About this task » A copy is needed of each line in the records that has the word "lists".

Dataset records »
- Opening Delimiter -

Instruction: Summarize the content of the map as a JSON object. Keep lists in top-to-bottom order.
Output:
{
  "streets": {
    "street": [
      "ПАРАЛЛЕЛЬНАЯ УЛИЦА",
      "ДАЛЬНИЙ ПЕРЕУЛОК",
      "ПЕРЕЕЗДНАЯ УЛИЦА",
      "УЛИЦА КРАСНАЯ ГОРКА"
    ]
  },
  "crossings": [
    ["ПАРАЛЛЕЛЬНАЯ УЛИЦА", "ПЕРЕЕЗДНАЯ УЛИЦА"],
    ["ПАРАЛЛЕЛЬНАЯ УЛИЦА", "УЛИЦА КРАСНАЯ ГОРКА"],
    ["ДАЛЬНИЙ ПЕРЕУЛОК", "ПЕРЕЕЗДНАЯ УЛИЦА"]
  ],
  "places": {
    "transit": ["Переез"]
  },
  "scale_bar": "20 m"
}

- Closing Delimiter -
- Opening Delimiter -

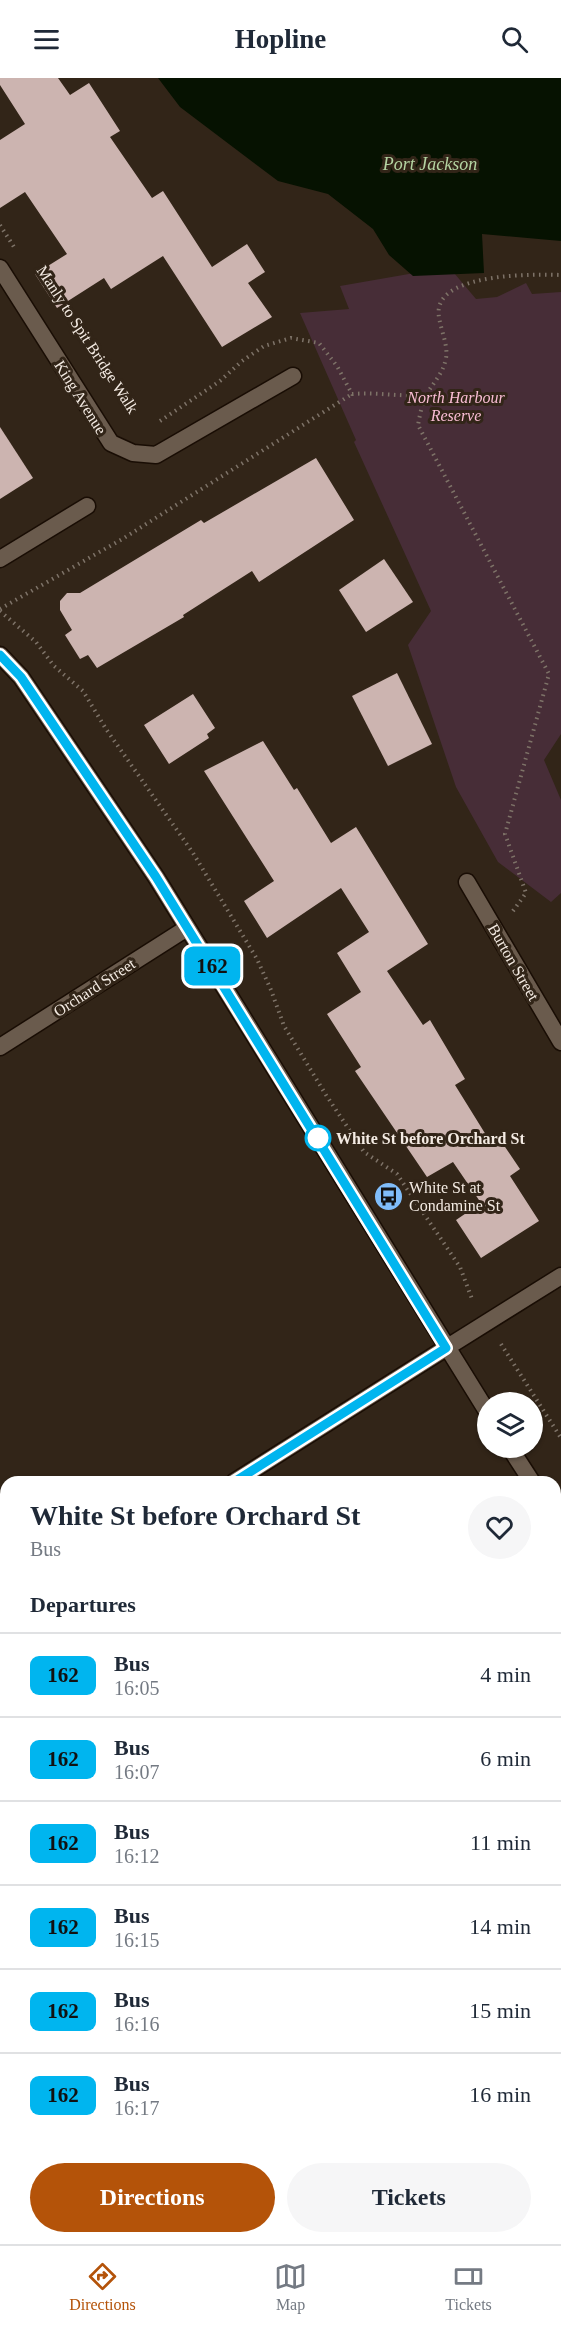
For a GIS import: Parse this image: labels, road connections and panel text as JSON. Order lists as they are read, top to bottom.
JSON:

- Closing Delimiter -

The answer »
Instruction: Summarize the content of the map as a JSON object. Keep lists in top-to-bottom order.
For a GIS import: Parse this image: labels, road connections and panel text as JSON. Order lists as they are read, top to bottom.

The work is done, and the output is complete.